THE BACKGROUND: Best Buy has been working to improve sales and profit as it faces tough competition from online retailers and discounters. The company, led by turnaround expert Herbert Joly since August, has cut jobs, invested in training employees and started matching online prices. And its financial results show that the changes are beginning to help.
Earlier this month the company reported that sales in stores open at least 14 months rose 0.9 percent in the fourth quarter, the best performance in 11 quarters. That is a key measure of a retailer's health, because it excludes stores that recently opened or closed. Adjusted earnings and sales topped Wall Street's expectations.

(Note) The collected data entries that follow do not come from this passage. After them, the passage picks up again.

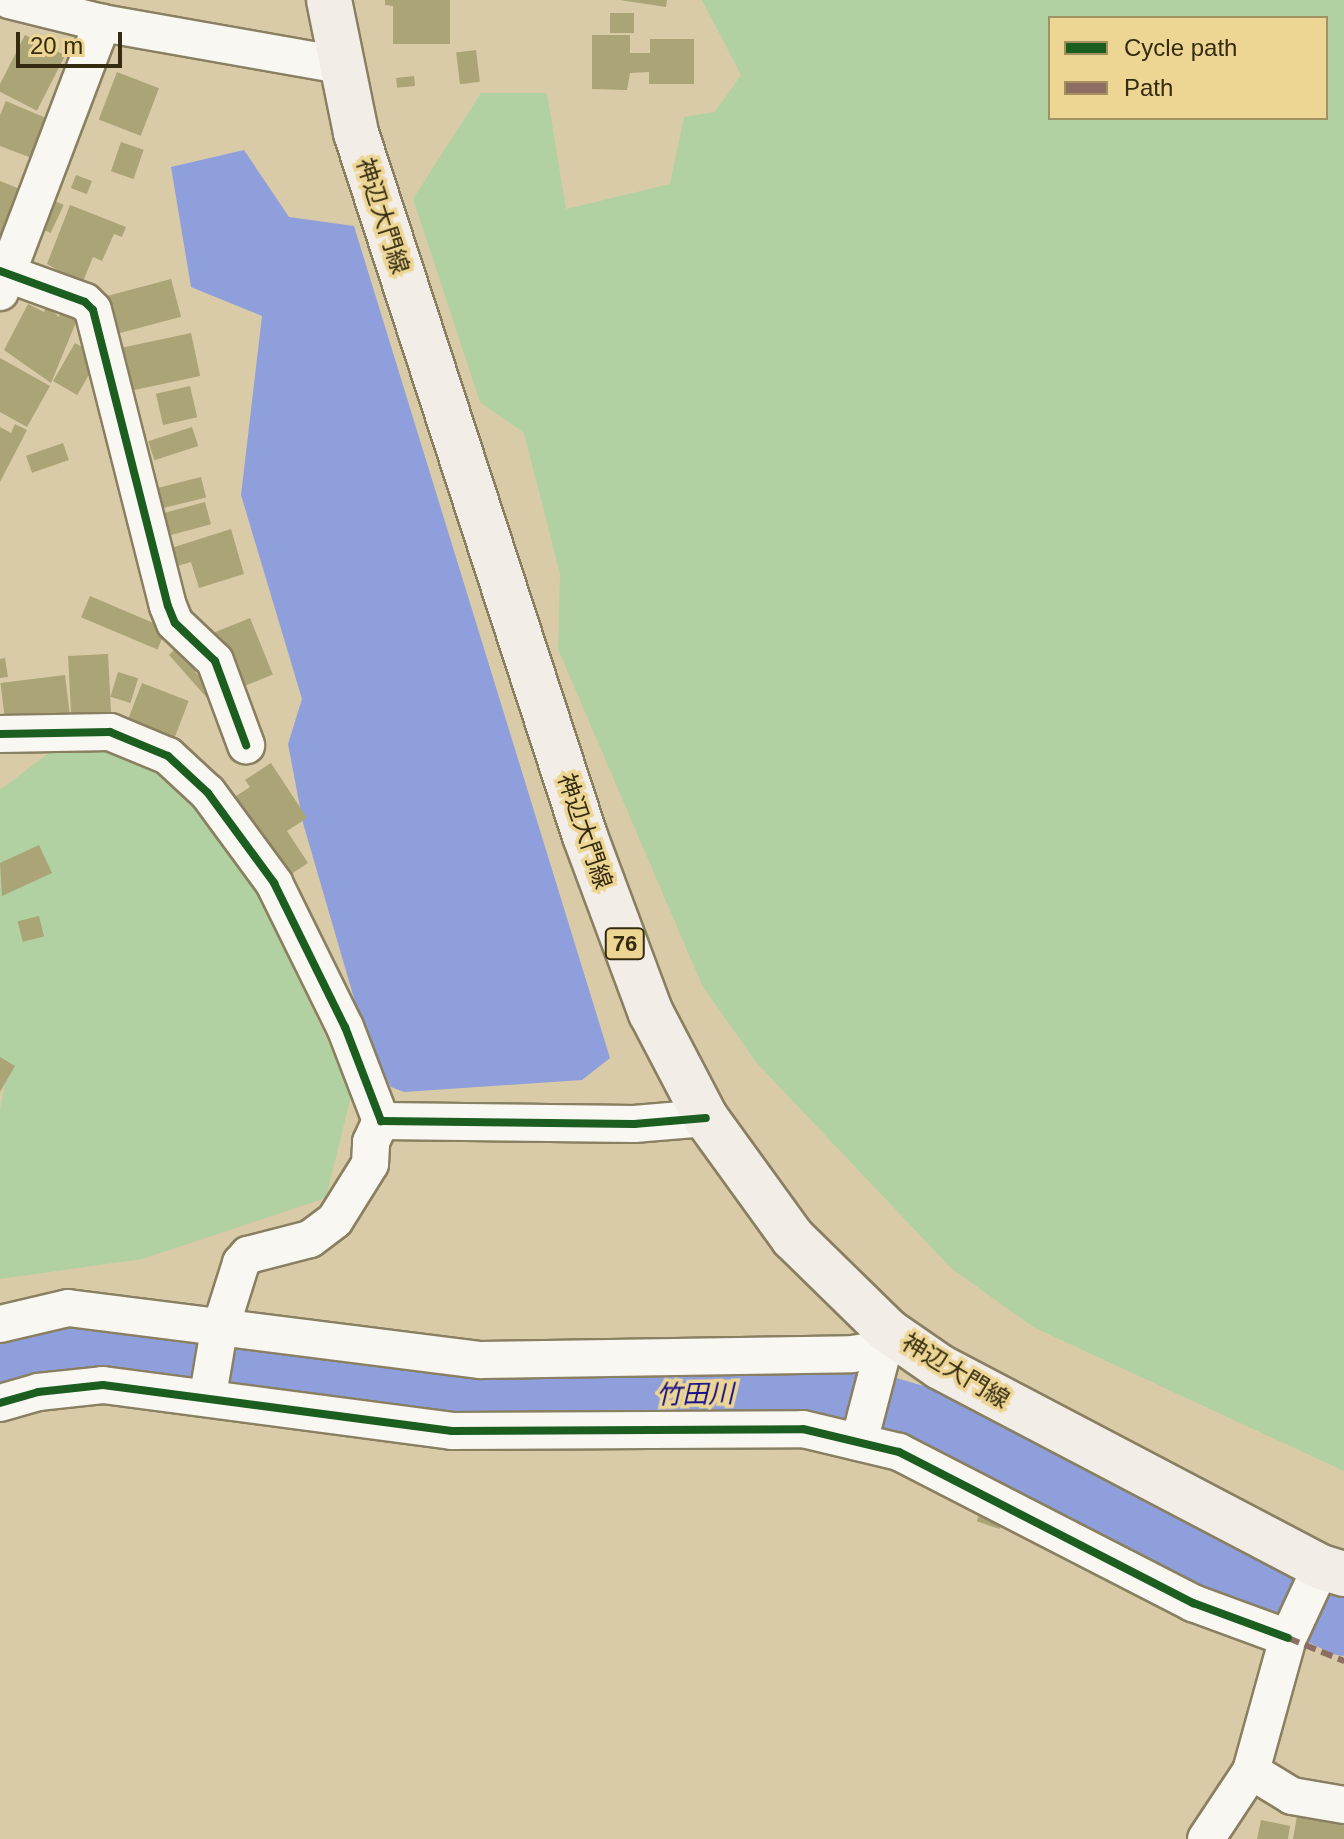 <!DOCTYPE html>
<meta charset="utf-8">
<style>
body{margin:0}
#map{position:relative;width:1344px;height:1839px;overflow:hidden;background:#d9cba7;font-family:Arial,"Noto Sans JP",sans-serif}
div>[style]{position:absolute}
.green>*{inset:0;background:#b1d1a2}
.water>*{inset:0;background:#8f9fdc}
.river>*{height:64px;margin:-32px;padding:0 32px;transform-origin:32px;border-radius:32px;background:#8f9fdc}
.building>*{inset:0;background:#aaa477;transform-origin:0 0}
.roads{filter:drop-shadow(2px 0 #897f61) drop-shadow(-2px 0 #897f61) drop-shadow(0 2px #897f61) drop-shadow(0 -2px #897f61)}
.minor>*{height:36px;margin:-18px;padding:0 18px;transform-origin:18px;border-radius:18px;background:#f9f7f2}
.primary>*{height:44px;margin:-22px;padding:0 22px;transform-origin:22px;border-radius:22px;background:#f3ede8}
.quiet>*{height:6px;margin-top:-3px;transform-origin:0;background:repeating-linear-gradient(90deg,#8d6e63 0 12px,transparent 0 18px)}
.cycleway>*{height:8px;margin:-4px;padding:0 4px;transform-origin:4px;border-radius:4px;background:#1b5e20}
span{translate:-50% -50%;white-space:nowrap;text-align:center;line-height:1.15;-webkit-text-stroke:7px #edd593;paint-order:stroke}
.shield-label span{padding:2px 6px;background:#edd593;border:2px solid;border-radius:6px;-webkit-text-stroke-width:0}
.shield-label{font-size:22px;color:#342b10;font-weight:700}
.street-label{font-size:24px;color:#342b10}
.water-label{font-size:26px;color:#16118b;font-style:italic}
.legend{position:absolute;left:1048px;top:16px;width:280px;height:104px;box-sizing:border-box;background:#edd593;border:2px solid #a3915f;margin:0;padding:10px 14px;list-style:none;font-size:24px;color:#342b10}
.legend li{display:flex;align-items:center;gap:16px;height:40px}
.legend b{width:40px;border:2px solid #a3915f}
.scale{position:absolute;left:16px;top:32px;width:106px;height:36px;box-sizing:border-box;border:4px solid #342b10;border-top:0;padding-left:10px;font-size:24px;line-height:28px;white-space:nowrap;color:#342b10;-webkit-text-stroke:6px #edd593;paint-order:stroke}
</style>
<div id="map">
<div class="green">
<i style="clip-path:polygon(evenodd,702px 0,1344px 0,1344px 1471px,1033px 1327px,951px 1268px,755px 1061px,702px 985px,558px 649px,560px 574px,524px 433px,480px 402px,413px 199px,481px 93px,547px 93px,566px 209px,670px 184px,684px 117px,715px 112px,741px 75px,702px 0,1326px 18px,1326px 118px,1050px 118px,1050px 18px,1326px 18px)"></i>
<i style="clip-path:polygon(66px 740px,145px 757px,205px 811px,249px 877px,352px 1092px,326px 1198px,142px 1259px,0 1279px,0 1109px,9px 1063px,0 1060px,0 790px)"></i>
</div>
<div class="water">
<i style="clip-path:polygon(244px 150px,289px 217px,354px 226px,610px 1058px,582px 1080px,404px 1092px,391px 1087px,367px 1043px,303px 823px,288px 744px,302px 699px,241px 495px,262px 316px,191px 287px,171px 167px)"></i>
</div>
<div class="river">
<i style="left:0;top:1364px;width:41px;rotate:-19.7deg"></i>
<i style="left:39px;top:1350px;width:67px"></i>
<i style="left:106px;top:1350px;width:414px;rotate:6.7deg"></i>
<i style="left:517px;top:1398px;width:313px;rotate:-1.1deg"></i>
<i style="left:830px;top:1392px;width:90px;rotate:16.2deg"></i>
<i style="left:916px;top:1417px;width:475px;rotate:25.8deg"></i>
</div>
<div class="building">
<i style="clip-path:polygon(385px 0,450px 0,450px 44px,393px 44px,393px 6px,385px 5px)"></i>
<i style="clip-path:polygon(620px 0,667px 0,666px 7px)"></i>
<i style="left:610px;top:13px;width:24px;height:20px"></i>
<i style="left:25px;top:35px;width:45px;height:62px;rotate:27deg"></i>
<i style="clip-path:polygon(592px 35px,630px 35px,630px 53px,650px 53px,650px 39px,694px 39px,694px 84px,649px 84px,649px 72px,630px 73px,627px 90px,592px 89px)"></i>
<i style="left:476px;top:50px;width:32px;height:20px;rotate:83deg"></i>
<i style="left:117px;top:72px;width:45px;height:51px;rotate:21deg"></i>
<i style="left:414px;top:76px;width:10px;height:18px;rotate:84deg"></i>
<i style="clip-path:polygon(6px 101px,53px 121px,37px 160px,0 146px,0 115px)"></i>
<i style="left:121px;top:142px;width:24px;height:31px;rotate:19deg"></i>
<i style="left:76px;top:175px;width:17px;height:14px;rotate:21deg"></i>
<i style="clip-path:polygon(0 181px,25px 191px,6px 236px,0 233px)"></i>
<i style="left:51px;top:199px;width:14px;height:31px;rotate:25deg"></i>
<i style="clip-path:polygon(70px 205px,126px 227px,122px 237px,114px 234px,102px 261px,93px 257px,82px 284px,47px 264px)"></i>
<i style="left:171px;top:279px;width:39px;height:68px;rotate:75deg"></i>
<i style="clip-path:polygon(28px 304px,44px 312px,47px 306px,59px 317px,62px 308px,79px 315px,51px 383px,4px 350px)"></i>
<i style="left:191px;top:333px;width:44px;height:78px;rotate:78deg"></i>
<i style="left:75px;top:343px;width:28px;height:44px;rotate:30deg"></i>
<i style="clip-path:polygon(0 358px,50px 386px,27px 427px,0 412px)"></i>
<i style="left:190px;top:386px;width:32px;height:35px;rotate:77deg"></i>
<i style="clip-path:polygon(15px 424px,27px 430px,0 482px,0 427px,11px 433px)"></i>
<i style="left:192px;top:427px;width:20px;height:46px;rotate:72deg"></i>
<i style="left:63px;top:443px;width:18px;height:39px;rotate:71deg"></i>
<i style="left:201px;top:477px;width:21px;height:44px;rotate:76deg"></i>
<i style="left:205px;top:502px;width:23px;height:48px;rotate:75deg"></i>
<i style="clip-path:polygon(231px 529px,244px 574px,199px 588px,191px 562px,174px 567px,168px 549px)"></i>
<i style="left:90px;top:596px;width:83px;height:23px;rotate:23deg"></i>
<i style="left:250px;top:618px;width:61px;height:38px;rotate:68deg"></i>
<i style="clip-path:polygon(181px 643px,203px 664px,195px 672px,216px 692px,208px 699px,169px 655px)"></i>
<i style="left:108px;top:654px;width:70px;height:40px;rotate:87deg"></i>
<i style="clip-path:polygon(5px 658px,8px 677px,0 678px,0 659px)"></i>
<i style="left:118px;top:672px;width:21px;height:26px;rotate:17deg"></i>
<i style="left:65px;top:675px;width:42px;height:65px;rotate:83deg"></i>
<i style="left:142px;top:683px;width:50px;height:46px;rotate:21deg"></i>
<i style="clip-path:polygon(271px 763px,307px 818px,287px 831px,308px 863px,285px 878px,233px 798px,250px 787px,245px 780px)"></i>
<i style="clip-path:polygon(39px 845px,52px 873px,2px 896px,0 863px)"></i>
<i style="left:39px;top:916px;width:21px;height:22px;rotate:76deg"></i>
<i style="clip-path:polygon(0 1057px,15px 1066px,0 1092px)"></i>
<i style="left:981px;top:1509px;width:24px;height:13px;rotate:19deg"></i>
<i style="clip-path:polygon(1297px 1816px,1344px 1825px,1344px 1839px,1293px 1839px)"></i>
<i style="clip-path:polygon(1261px 1820px,1290px 1826px,1288px 1839px,1257px 1839px)"></i>
</div>
<div class="roads">
<div class="minor">
<i style="left:9px;top:0;width:96px;rotate:13.9deg"></i>
<i style="left:102px;top:23px;width:242px;rotate:10deg"></i>
<i style="left:0;top:271px;width:90px;rotate:20deg"></i>
<i style="left:85px;top:302px;width:11px;rotate:45deg"></i>
<i style="left:93px;top:310px;width:305px;rotate:75.8deg"></i>
<i style="left:168px;top:606px;width:18px;rotate:68deg"></i>
<i style="left:175px;top:623px;width:55px;rotate:43.5deg"></i>
<i style="left:215px;top:661px;width:90px;rotate:69.7deg"></i>
<i style="left:0;top:292px;width:288px;rotate:-69.2deg"></i>
<i style="left:0;top:734px;width:110px;rotate:-1deg"></i>
<i style="left:110px;top:732px;width:63px;rotate:22.5deg"></i>
<i style="left:168px;top:756px;width:54px;rotate:42.8deg"></i>
<i style="left:208px;top:793px;width:112px;rotate:53.7deg"></i>
<i style="left:274px;top:883px;width:161px;rotate:63.8deg"></i>
<i style="left:345px;top:1027px;width:101px;rotate:69deg"></i>
<i style="left:381px;top:1121px;width:253px;rotate:0.7deg"></i>
<i style="left:634px;top:1124px;width:72px;rotate:-4.8deg"></i>
<i style="left:0;top:1324px;width:70px;rotate:-13.2deg"></i>
<i style="left:68px;top:1308px;width:416px;rotate:7.2deg"></i>
<i style="left:481px;top:1360px;width:371px;rotate:-0.9deg"></i>
<i style="left:852px;top:1354px;width:30px;rotate:-9deg"></i>
<i style="left:208px;top:1395px;width:60px;rotate:-80.4deg"></i>
<i style="left:218px;top:1336px;width:77px;rotate:-72.5deg"></i>
<i style="left:241px;top:1263px;width:11px;rotate:-49deg"></i>
<i style="left:248px;top:1255px;width:64px;rotate:-14.5deg"></i>
<i style="left:310px;top:1239px;width:31px;rotate:-37deg"></i>
<i style="left:335px;top:1220px;width:66px;rotate:-58deg"></i>
<i style="left:370px;top:1164px;width:22px;rotate:-87deg"></i>
<i style="left:371px;top:1142px;width:23px;rotate:-65deg"></i>
<i style="left:0;top:1403px;width:40px;rotate:-16deg"></i>
<i style="left:38px;top:1392px;width:65px;rotate:-6.1deg"></i>
<i style="left:103px;top:1385px;width:352px;rotate:7.5deg"></i>
<i style="left:452px;top:1431px;width:351px;rotate:-0.3deg"></i>
<i style="left:803px;top:1429px;width:99px;rotate:13.5deg"></i>
<i style="left:899px;top:1452px;width:331px;rotate:27.2deg"></i>
<i style="left:1193px;top:1603px;width:101px;rotate:20.2deg"></i>
<i style="left:859px;top:1442px;width:115px;rotate:-75.4deg"></i>
<i style="left:1251px;top:1771px;width:48px;rotate:31.4deg"></i>
<i style="left:1292px;top:1796px;width:53px;rotate:9.8deg"></i>
<i style="left:1206px;top:1839px;width:82px;rotate:-56.5deg"></i>
<i style="left:1251px;top:1771px;width:138px;rotate:-74.5deg"></i>
<i style="left:1288px;top:1638px;width:78px;rotate:-65.1deg"></i>
</div>
<div class="primary">
<i style="left:329px;top:0;width:136px;rotate:78.5deg"></i>
<i style="left:356px;top:133px;width:739px;rotate:71.96deg"></i>
<i style="left:585px;top:836px;width:189px;rotate:69.6deg"></i>
<i style="left:651px;top:1013px;width:119px;rotate:62.4deg"></i>
<i style="left:706px;top:1118px;width:148px;rotate:54.1deg"></i>
<i style="left:793px;top:1238px;width:133px;rotate:44.4deg"></i>
<i style="left:888px;top:1331px;width:63px;rotate:34.7deg"></i>
<i style="left:940px;top:1367px;width:430px;rotate:27.7deg"></i>
<i style="left:1321px;top:1567px;width:24px;rotate:17deg"></i>
</div>
</div>
<div class="quiet">
<i style="left:1288px;top:1638px;width:61px;rotate:22.3deg"></i>
</div>
<div class="cycleway">
<i style="left:0;top:271px;width:90px;rotate:20deg"></i>
<i style="left:85px;top:302px;width:11px;rotate:45deg"></i>
<i style="left:93px;top:310px;width:305px;rotate:75.8deg"></i>
<i style="left:168px;top:606px;width:18px;rotate:68deg"></i>
<i style="left:175px;top:623px;width:55px;rotate:43.5deg"></i>
<i style="left:215px;top:661px;width:90px;rotate:69.7deg"></i>
<i style="left:0;top:734px;width:110px;rotate:-1deg"></i>
<i style="left:110px;top:732px;width:63px;rotate:22.5deg"></i>
<i style="left:168px;top:756px;width:54px;rotate:42.8deg"></i>
<i style="left:208px;top:793px;width:112px;rotate:53.7deg"></i>
<i style="left:274px;top:883px;width:161px;rotate:63.8deg"></i>
<i style="left:345px;top:1027px;width:101px;rotate:69deg"></i>
<i style="left:381px;top:1121px;width:253px;rotate:0.7deg"></i>
<i style="left:634px;top:1124px;width:72px;rotate:-4.8deg"></i>
<i style="left:0;top:1403px;width:40px;rotate:-16deg"></i>
<i style="left:38px;top:1392px;width:65px;rotate:-6.1deg"></i>
<i style="left:103px;top:1385px;width:352px;rotate:7.5deg"></i>
<i style="left:452px;top:1431px;width:351px;rotate:-0.3deg"></i>
<i style="left:803px;top:1429px;width:99px;rotate:13.5deg"></i>
<i style="left:899px;top:1452px;width:331px;rotate:27.2deg"></i>
<i style="left:1193px;top:1603px;width:101px;rotate:20.2deg"></i>
</div>
<div class="shield-label">
<span style="left:625px;top:944px">76</span>
</div>
<div class="street-label">
<span style="left:383px;top:216px;rotate:72deg">神辺大門線</span>
<span style="left:585px;top:831px;rotate:71deg">神辺大門線</span>
<span style="left:956px;top:1371px;rotate:31deg">神辺大門線</span>
</div>
<div class="water-label">
<span style="left:695px;top:1395px;rotate:-1deg">竹田川</span>
</div>
<ul class="legend">
<li><b style="height:10px;background:#1b5e20"></b>Cycle path</li>
<li><b style="height:10px;background:#8d6e63"></b>Path</li>
</ul>
<div class="scale">20 m</div>
</div>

THE OPINION: JPMorgan analyst Chris Horvers said in a note to investors that the company has the right management, including Joly and CFO Sharon McCollam in place to drive "self-help" financial improvement. He added that there is a high correlation of TV and appliance sales to the direction of the housing market, which is recovering after a prolonged slump. Finally, the company is starting to show signs that it is fighting back on prices and product assortment against Amazon.com.
The upgrade follow's Piper Jaffray analyst Peter Keith's upgrade on March 11. He raised his rating for Best Buy to "Overweight" from "Neutral" for much the same reasons as Horvers.
THE SHARES: Best Buy shares rose 71 cents. Or 3.3 percent, to $22.16 in afternoon trading. The stock has traded between $11.20 and $27.95 over the past 52 weeks.
After losing about half their value in 2012, Best Buy shares have gained about 81 percent since the start of this year.